**DATASET ENTRIES**
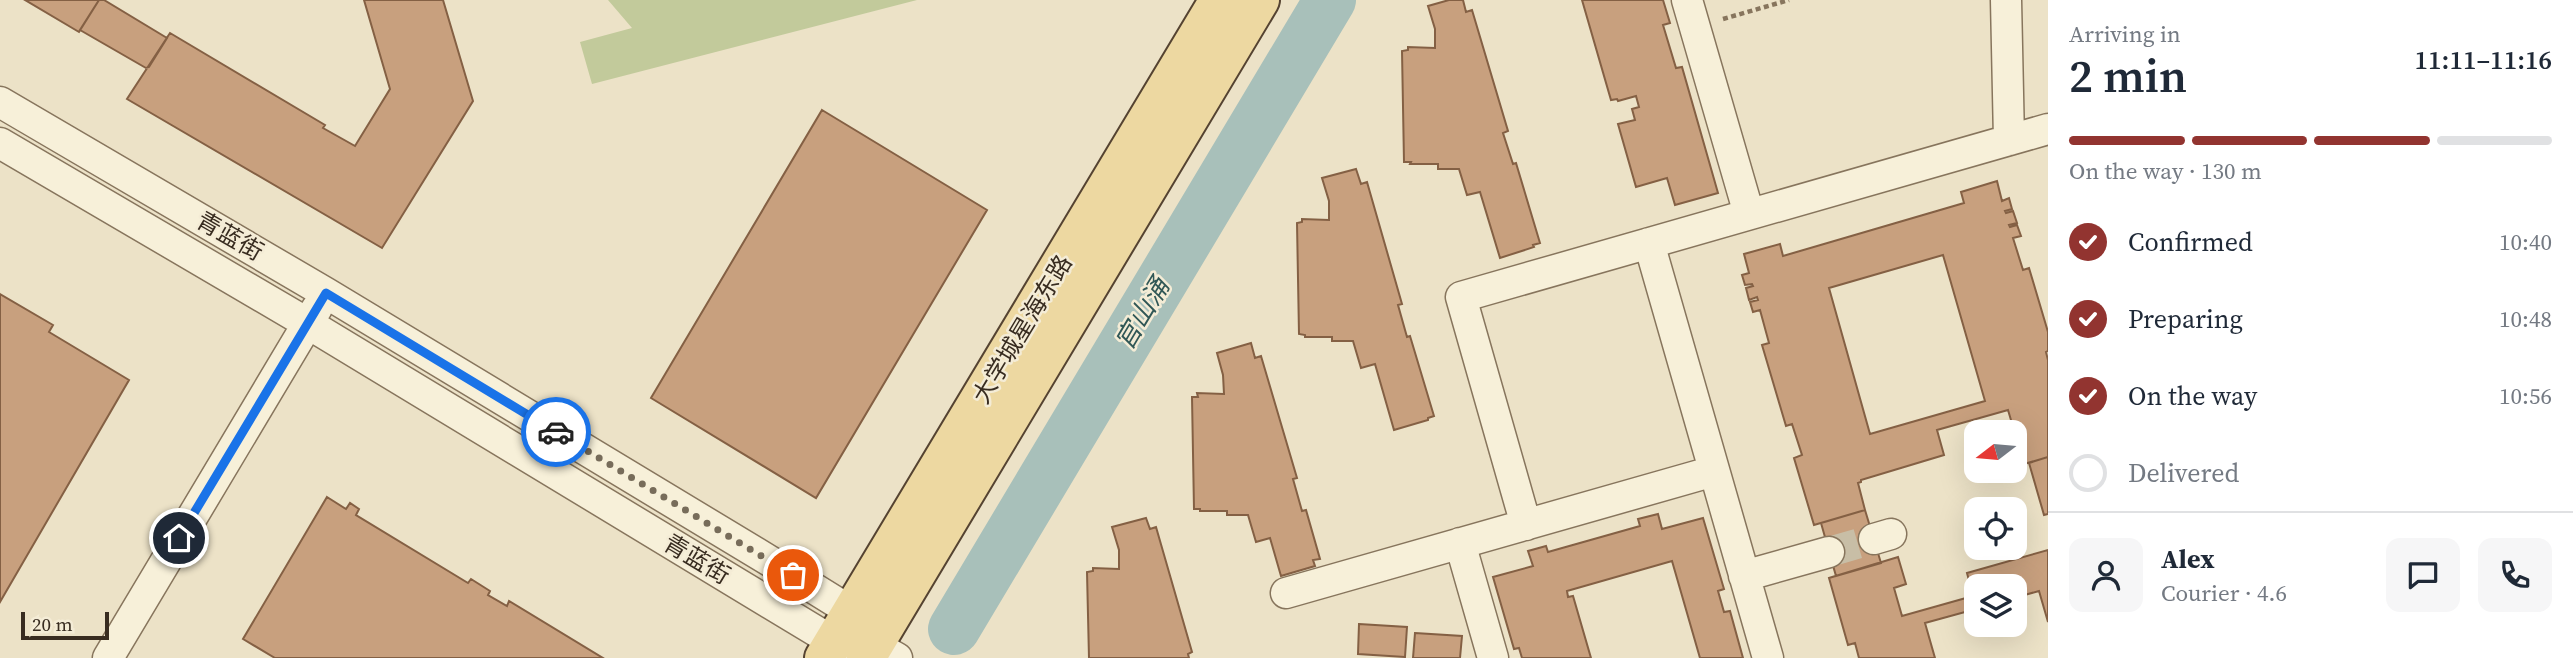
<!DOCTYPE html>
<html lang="en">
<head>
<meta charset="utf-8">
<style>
  body { margin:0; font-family:"Source Serif 4","Noto Sans SC",serif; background:#f6f6f7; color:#1f2937; height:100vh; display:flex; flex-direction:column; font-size:26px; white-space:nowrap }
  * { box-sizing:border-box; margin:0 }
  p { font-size:23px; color:#747a83 }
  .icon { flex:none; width:38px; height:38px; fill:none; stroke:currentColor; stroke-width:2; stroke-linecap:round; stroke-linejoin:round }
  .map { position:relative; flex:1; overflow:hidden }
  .drawer { display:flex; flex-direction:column; background:#fff; width:525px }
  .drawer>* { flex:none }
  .needle { width:46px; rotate:254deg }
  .tools { position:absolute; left:1964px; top:420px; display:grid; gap:14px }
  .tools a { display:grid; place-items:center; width:63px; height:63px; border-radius:14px; background:#fff; box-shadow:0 7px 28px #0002; font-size:35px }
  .scale { position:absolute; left:21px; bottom:18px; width:88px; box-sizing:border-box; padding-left:7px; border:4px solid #382c20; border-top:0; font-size:19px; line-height:24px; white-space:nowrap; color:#382c20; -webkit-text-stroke:5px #f4ecd6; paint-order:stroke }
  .pin { position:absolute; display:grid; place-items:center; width:60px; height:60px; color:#fff; margin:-30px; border:4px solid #fff; border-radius:50%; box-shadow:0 2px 7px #0007 }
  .courier { position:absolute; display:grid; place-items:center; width:70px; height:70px; margin:-35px; border:5px solid #1a73e8; border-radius:50%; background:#fff; color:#222; box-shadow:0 2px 9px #0007 }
  .summary em { font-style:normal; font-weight:600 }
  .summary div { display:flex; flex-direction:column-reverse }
  .summary { display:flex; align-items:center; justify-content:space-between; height:119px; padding:0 21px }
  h1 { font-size:46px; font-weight:600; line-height:52px }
  .bar { display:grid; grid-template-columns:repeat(4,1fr); gap:10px 7px; align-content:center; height:84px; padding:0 21px }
  .bar i { height:9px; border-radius:5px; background:#e0e1e3 }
  .bar .active { background:#923430 }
  .bar p { grid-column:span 4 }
  .line { display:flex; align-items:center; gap:18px; padding:0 21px; border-top:2px solid #e0e1e3 }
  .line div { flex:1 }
  .round { display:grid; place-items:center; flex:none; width:74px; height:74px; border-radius:14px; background:#f6f6f7 }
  ol { padding:0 21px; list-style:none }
  li { display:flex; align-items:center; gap:21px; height:77px }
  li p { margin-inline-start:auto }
  li .icon { padding:7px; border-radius:50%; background:#923430; color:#fff; stroke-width:4 }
  li:last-child { color:#747a83 }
  li i { width:38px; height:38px; border:4px solid #e0e1e3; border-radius:50% }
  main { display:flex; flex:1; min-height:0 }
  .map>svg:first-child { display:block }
  .green { fill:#c2ca9b }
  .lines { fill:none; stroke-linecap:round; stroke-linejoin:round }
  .river { stroke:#a8c0ba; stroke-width:52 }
  .building { fill:#c8a07e; stroke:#846044; stroke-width:2; fill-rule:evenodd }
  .minor-tunnel { stroke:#c8bea6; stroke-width:30; stroke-dasharray:30 15; stroke-linecap:butt }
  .minor-casing { stroke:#87755d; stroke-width:33 }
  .major-casing { stroke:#554331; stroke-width:42 }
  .path { stroke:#87755d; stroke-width:4.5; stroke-dasharray:5 3.5; stroke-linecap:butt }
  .minor { stroke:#f7f0d9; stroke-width:30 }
  .major { stroke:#edd8a1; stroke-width:38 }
  .done { stroke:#776c5a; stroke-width:7; stroke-dasharray:0 12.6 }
  .route { stroke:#1a73e8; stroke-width:9 }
  .labels { text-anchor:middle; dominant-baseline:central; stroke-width:5; stroke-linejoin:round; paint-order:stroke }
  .street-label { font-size:24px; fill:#382c20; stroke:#f4ecd6 }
  .water-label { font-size:26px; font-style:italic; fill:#305756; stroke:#f4ecd6 }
</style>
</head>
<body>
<main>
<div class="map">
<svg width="2048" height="658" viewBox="0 0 2048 658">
  <rect width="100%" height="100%" fill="#ece2c7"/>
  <path class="green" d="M608 0H917L592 84 580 42 632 28Z"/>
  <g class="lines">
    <path class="river" d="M954 629 1330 0"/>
  </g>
  <path class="building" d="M25 0H99L79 32Z
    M99 0H104L167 38 149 67 146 68 80 30Z
    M364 0H443L473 101 382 248 127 99 170 33 325 125 323 128 355 146 390 89Z
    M1449 0H1463L1466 12 1472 10 1508 131 1503 133 1513 164 1516 163 1540 243 1533 245 1534 247 1500 258 1480 192 1467 195 1459 169H1438V164H1410L1411 162H1404L1402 51 1408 50V47L1435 48V29L1428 6Z
    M1582 0H1663L1670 23 1663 25 1676 68 1682 67 1718 193 1675 205 1667 178 1636 187 1618 124 1635 120 1632 109 1639 107 1636 96 1618 101 1617 99 1611 100Z
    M822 110 987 210 816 498 651 398Z
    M1356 169 1361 184 1367 182 1402 304 1398 305 1407 337 1410 336 1434 416 1428 418V420L1394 430 1375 364 1361 368 1353 341H1332V337H1305V335L1299 334 1297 223 1302 222V219L1329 220V201L1322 178Z
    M1997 181 2002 201 2009 198 2012 209 2005 211 2006 213 2013 211 2017 223 2009 225 2010 227 2017 225 2021 236 2013 238 2023 270 2029 268 2048 332V351L2046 352 2048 360V457L2014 467 2016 437 2008 410 1937 430 1944 455 1861 480V482L1858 483 1865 510 1814 525 1794 458 1802 455 1792 424 1786 426 1762 345 1769 343 1760 310 1753 312 1750 302 1758 300 1757 297 1749 300 1746 288 1753 286 1752 284 1745 285 1742 275 1749 273 1744 254 1780 244 1783 256 1964 203 1961 192ZM1943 255 1985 401 1870 434 1829 288Z
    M0 294 53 325 49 332 129 380 0 602Z
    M1251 343 1255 358 1261 356 1297 478 1293 479 1302 511 1306 510 1320 559 1313 560 1315 566 1281 576 1270 538 1256 542 1248 515H1227V511H1200V509H1194L1192 397H1198L1197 393 1224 394 1223 375 1217 353Z
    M2048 457V514L2044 515 2029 463Z
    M327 497 346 509 350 503 359 509 356 515 468 583 471 579 490 591 488 595 507 606 509 601 603 658H275L243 639Z
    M1865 510 1881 563 1836 576 1821 523Z
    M1658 514 1662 529 1703 518 1724 589 1718 591 1724 612 1730 611 1743 658H1700L1672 561 1567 591 1568 597 1573 596 1591 658H1522L1519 648 1514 649 1493 577 1533 566 1528 551 1546 546 1548 552 1640 526 1638 519Z
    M1146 518 1150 529 1156 527 1192 652 1188 654 1189 658H1089L1087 572 1093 571V568L1119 569V550L1112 527Z
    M2048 550V622L2039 591 2014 598V586H1976V609L1925 623 1935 658H1859L1855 643 1848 645 1829 578 1898 557 1906 584 1894 588 1902 616 1973 596 1967 573Z
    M1359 624 1407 627 1405 657 1358 654Z
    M1415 633 1462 636 1460 658H1413Z"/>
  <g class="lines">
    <path class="minor-tunnel" d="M1829 552 1874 539"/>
    <g class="minor-casing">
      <path id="minor" d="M1687 0 1749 214
        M2006 0 2009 140
        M0 102 326 293 773 563 852 612 864 630
        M0 143 307 323 834 642 874 645 897 658
        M1649 243 1768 658
        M1526 525 1461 297 2048 129
        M1874 539 1891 534
        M1460 543 1493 658
        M1744 576 1829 552
        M1286 593 1714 471
        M108 658 317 308"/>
    </g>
    <g class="major-casing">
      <path id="major" d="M824 658 1219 0
        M866 658 1260 0"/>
    </g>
    <path class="path" d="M1723 19 1789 0"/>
    <use href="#minor" class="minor"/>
    <use href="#major" class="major"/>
  </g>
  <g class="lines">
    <path class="done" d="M556 432 793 575"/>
    <path class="route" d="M179 538 326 293 556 432"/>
  </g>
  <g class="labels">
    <g class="street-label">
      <text transform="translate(230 236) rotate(30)">青蓝街</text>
      <text transform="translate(1022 329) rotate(-59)">大学城星海东路</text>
      <text transform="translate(697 559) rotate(31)">青蓝街</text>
    </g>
    <g class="water-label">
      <text transform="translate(1142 314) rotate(-59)">官山涌</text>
    </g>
  </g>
</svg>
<div class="tools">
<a><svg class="needle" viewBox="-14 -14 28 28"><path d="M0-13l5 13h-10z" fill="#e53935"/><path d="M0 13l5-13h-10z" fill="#747a83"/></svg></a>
<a><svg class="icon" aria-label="locate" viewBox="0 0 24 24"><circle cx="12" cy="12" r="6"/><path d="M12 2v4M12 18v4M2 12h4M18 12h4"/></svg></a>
<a><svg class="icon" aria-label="layers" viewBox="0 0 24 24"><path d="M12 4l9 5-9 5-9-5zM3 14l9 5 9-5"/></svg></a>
</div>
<div class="scale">20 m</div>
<div class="pin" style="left:793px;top:575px;background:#ea580c"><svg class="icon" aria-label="bag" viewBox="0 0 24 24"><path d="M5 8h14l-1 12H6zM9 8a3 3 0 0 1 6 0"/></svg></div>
<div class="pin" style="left:179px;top:538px;background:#1f2937"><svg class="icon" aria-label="home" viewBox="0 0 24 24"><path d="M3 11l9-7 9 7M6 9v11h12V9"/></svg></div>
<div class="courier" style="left:556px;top:432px"><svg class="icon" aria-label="car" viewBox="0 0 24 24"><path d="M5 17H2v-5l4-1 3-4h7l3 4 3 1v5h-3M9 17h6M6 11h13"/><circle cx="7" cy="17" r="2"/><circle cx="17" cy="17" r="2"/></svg></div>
</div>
<section class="drawer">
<div class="summary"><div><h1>2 min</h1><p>Arriving in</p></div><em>11:11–11:16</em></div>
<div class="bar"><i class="active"></i><i class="active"></i><i class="active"></i><i></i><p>On the way · 130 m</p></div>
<ol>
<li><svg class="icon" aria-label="check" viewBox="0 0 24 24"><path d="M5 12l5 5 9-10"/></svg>Confirmed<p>10:40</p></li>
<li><svg class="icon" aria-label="check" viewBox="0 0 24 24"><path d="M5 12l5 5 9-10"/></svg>Preparing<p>10:48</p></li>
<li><svg class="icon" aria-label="check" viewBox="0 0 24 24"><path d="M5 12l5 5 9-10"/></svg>On the way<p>10:56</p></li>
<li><i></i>Delivered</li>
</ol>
<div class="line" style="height:126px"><a class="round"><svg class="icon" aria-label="person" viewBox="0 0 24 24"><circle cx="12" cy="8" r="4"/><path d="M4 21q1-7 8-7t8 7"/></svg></a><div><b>Alex</b><p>Courier · 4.6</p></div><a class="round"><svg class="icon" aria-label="chat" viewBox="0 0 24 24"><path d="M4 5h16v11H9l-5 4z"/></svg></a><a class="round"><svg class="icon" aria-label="phone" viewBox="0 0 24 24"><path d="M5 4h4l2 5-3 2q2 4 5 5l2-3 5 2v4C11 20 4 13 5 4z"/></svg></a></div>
</section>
</main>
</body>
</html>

**TASK DESCRIPTION**
From the material above, count the lines that include "linecap" and give only the total.

**RESULT OF THE EXERCISE**
4